- [Task description] An exact copy of the data is required, with no pictures in it.

Data items
◇ ◇ ◇
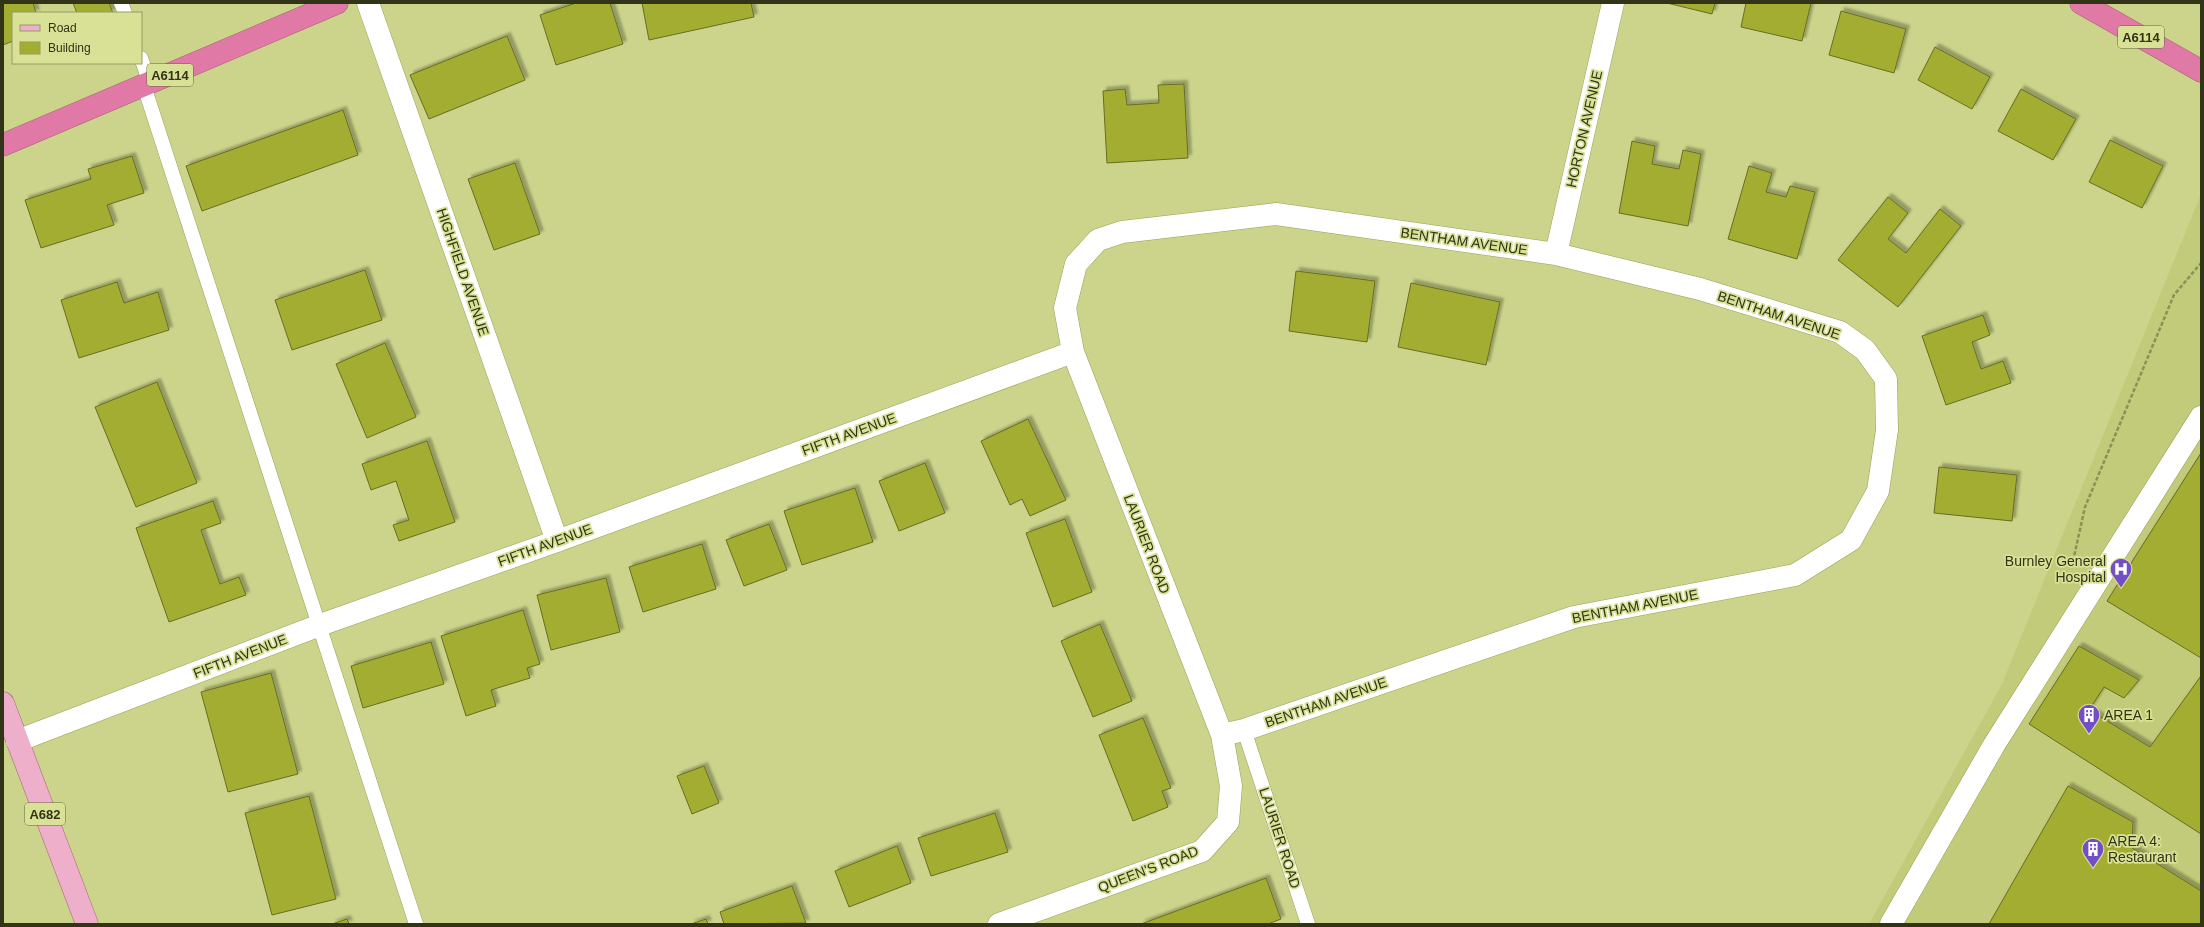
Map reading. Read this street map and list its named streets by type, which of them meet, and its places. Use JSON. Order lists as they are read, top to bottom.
{
  "streets": {
    "highway": ["A6114"],
    "main road": ["A682"],
    "street": [
      "HORTON AVENUE",
      "BENTHAM AVENUE",
      "HIGHFIELD AVENUE",
      "FIFTH AVENUE",
      "LAURIER ROAD",
      "QUEEN'S ROAD"
    ]
  },
  "crossings": [
    ["HORTON AVENUE", "BENTHAM AVENUE"],
    ["BENTHAM AVENUE", "FIFTH AVENUE"],
    ["BENTHAM AVENUE", "LAURIER ROAD"],
    ["BENTHAM AVENUE", "QUEEN'S ROAD"],
    ["HIGHFIELD AVENUE", "FIFTH AVENUE"],
    ["FIFTH AVENUE", "LAURIER ROAD"],
    ["FIFTH AVENUE", "A682"],
    ["LAURIER ROAD", "QUEEN'S ROAD"]
  ],
  "places": {
    "hospital": ["Burnley General Hospital"],
    "building": ["AREA 1", "AREA 4: Restaurant"]
  },
  "legend": ["Road", "Building"]
}
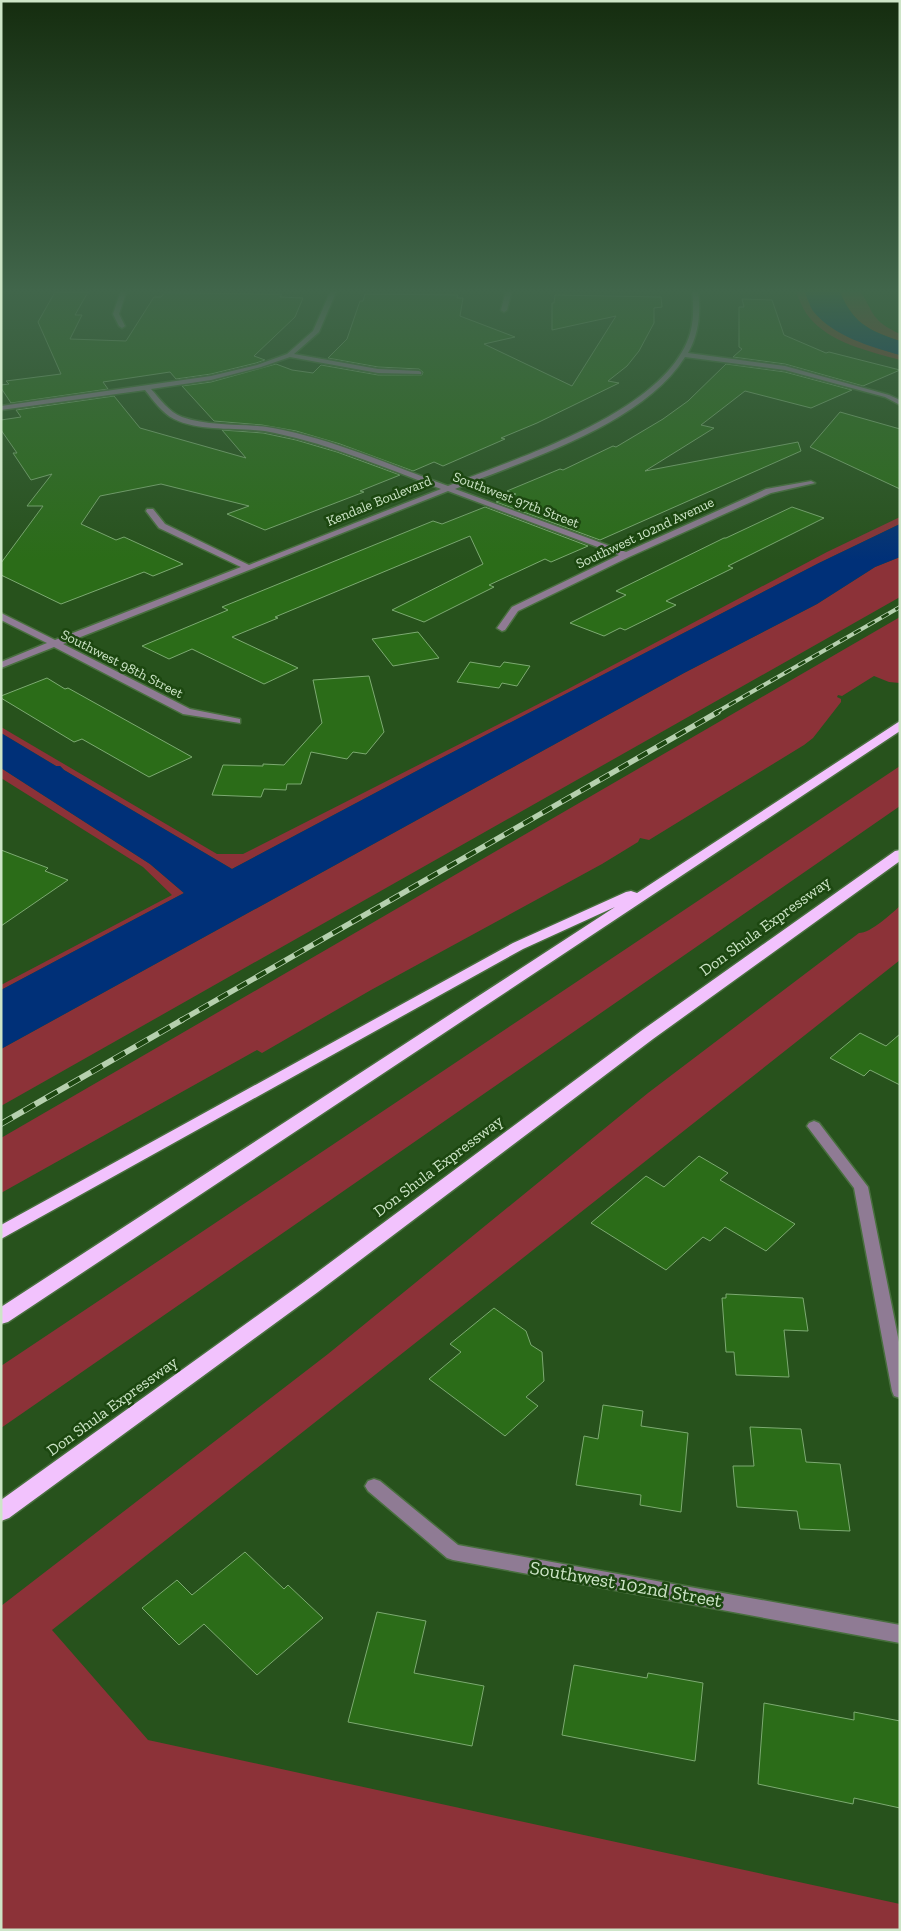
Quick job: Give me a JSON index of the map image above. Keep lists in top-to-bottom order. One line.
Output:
{"streets":{"highway":["Don Shula Expressway"],"street":["Southwest 97th Street","Kendale Boulevard","Southwest 102nd Avenue","Southwest 98th Street","Southwest 102nd Street"]},"crossings":[["Southwest 97th Street","Kendale Boulevard"],["Southwest 97th Street","Southwest 102nd Avenue"],["Kendale Boulevard","Southwest 98th Street"]]}
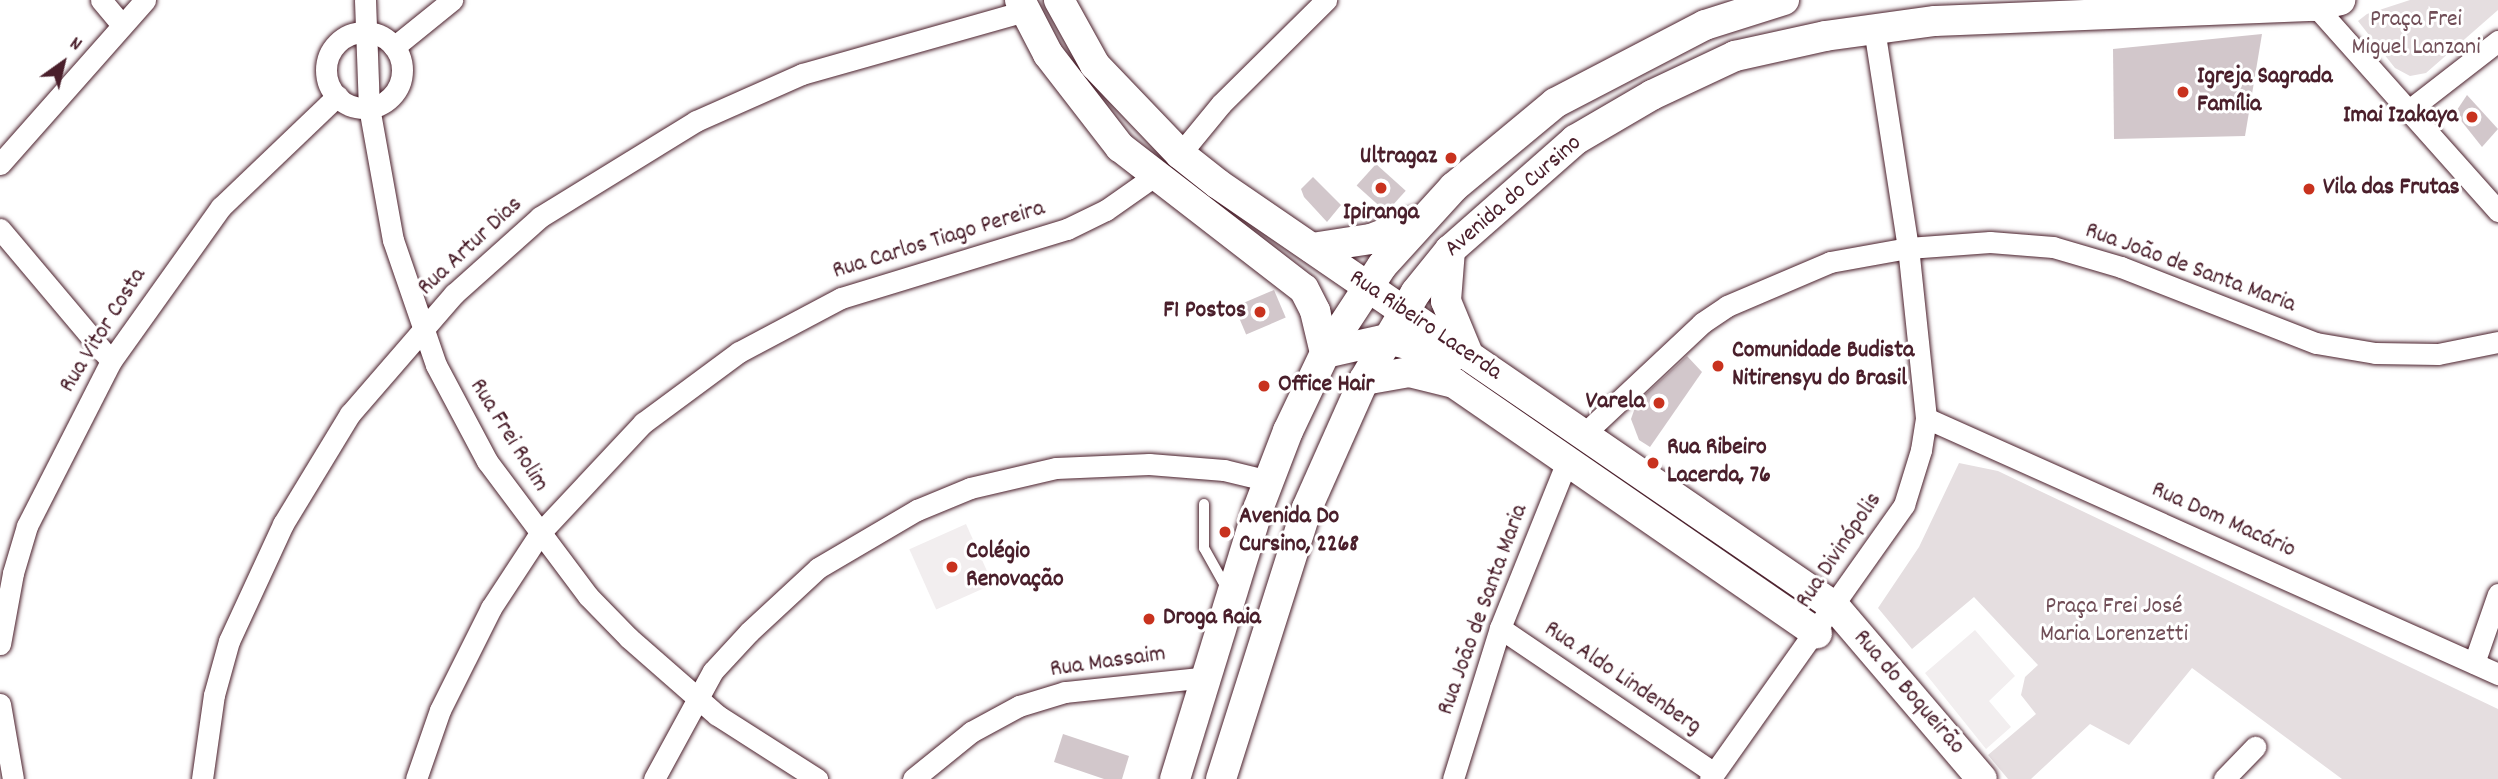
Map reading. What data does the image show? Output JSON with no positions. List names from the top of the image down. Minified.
◇ ◇ ◇
- [Your solution]
Map reading. Read this street map and list its named streets by type, which of them meet, and its places. Use JSON. Order lists as they are read, top to bottom.
{
  "streets": {
    "highway": ["A6114"],
    "main road": ["A682"],
    "street": [
      "HORTON AVENUE",
      "BENTHAM AVENUE",
      "HIGHFIELD AVENUE",
      "FIFTH AVENUE",
      "LAURIER ROAD",
      "QUEEN'S ROAD"
    ]
  },
  "crossings": [
    ["HORTON AVENUE", "BENTHAM AVENUE"],
    ["BENTHAM AVENUE", "FIFTH AVENUE"],
    ["BENTHAM AVENUE", "LAURIER ROAD"],
    ["BENTHAM AVENUE", "QUEEN'S ROAD"],
    ["HIGHFIELD AVENUE", "FIFTH AVENUE"],
    ["FIFTH AVENUE", "LAURIER ROAD"],
    ["FIFTH AVENUE", "A682"],
    ["LAURIER ROAD", "QUEEN'S ROAD"]
  ],
  "places": {
    "hospital": ["Burnley General Hospital"],
    "building": ["AREA 1", "AREA 4: Restaurant"]
  },
  "legend": ["Road", "Building"]
}
Quick job: Give me a JSON index of the map image above. Keep lists in top-to-bottom order. One line.
Output:
{"streets":{"highway":["Don Shula Expressway"],"street":["Southwest 97th Street","Kendale Boulevard","Southwest 102nd Avenue","Southwest 98th Street","Southwest 102nd Street"]},"crossings":[["Southwest 97th Street","Kendale Boulevard"],["Southwest 97th Street","Southwest 102nd Avenue"],["Kendale Boulevard","Southwest 98th Street"]]}
Map reading. What data does the image show? Output JSON with no positions. List names from the top of the image down. Minified.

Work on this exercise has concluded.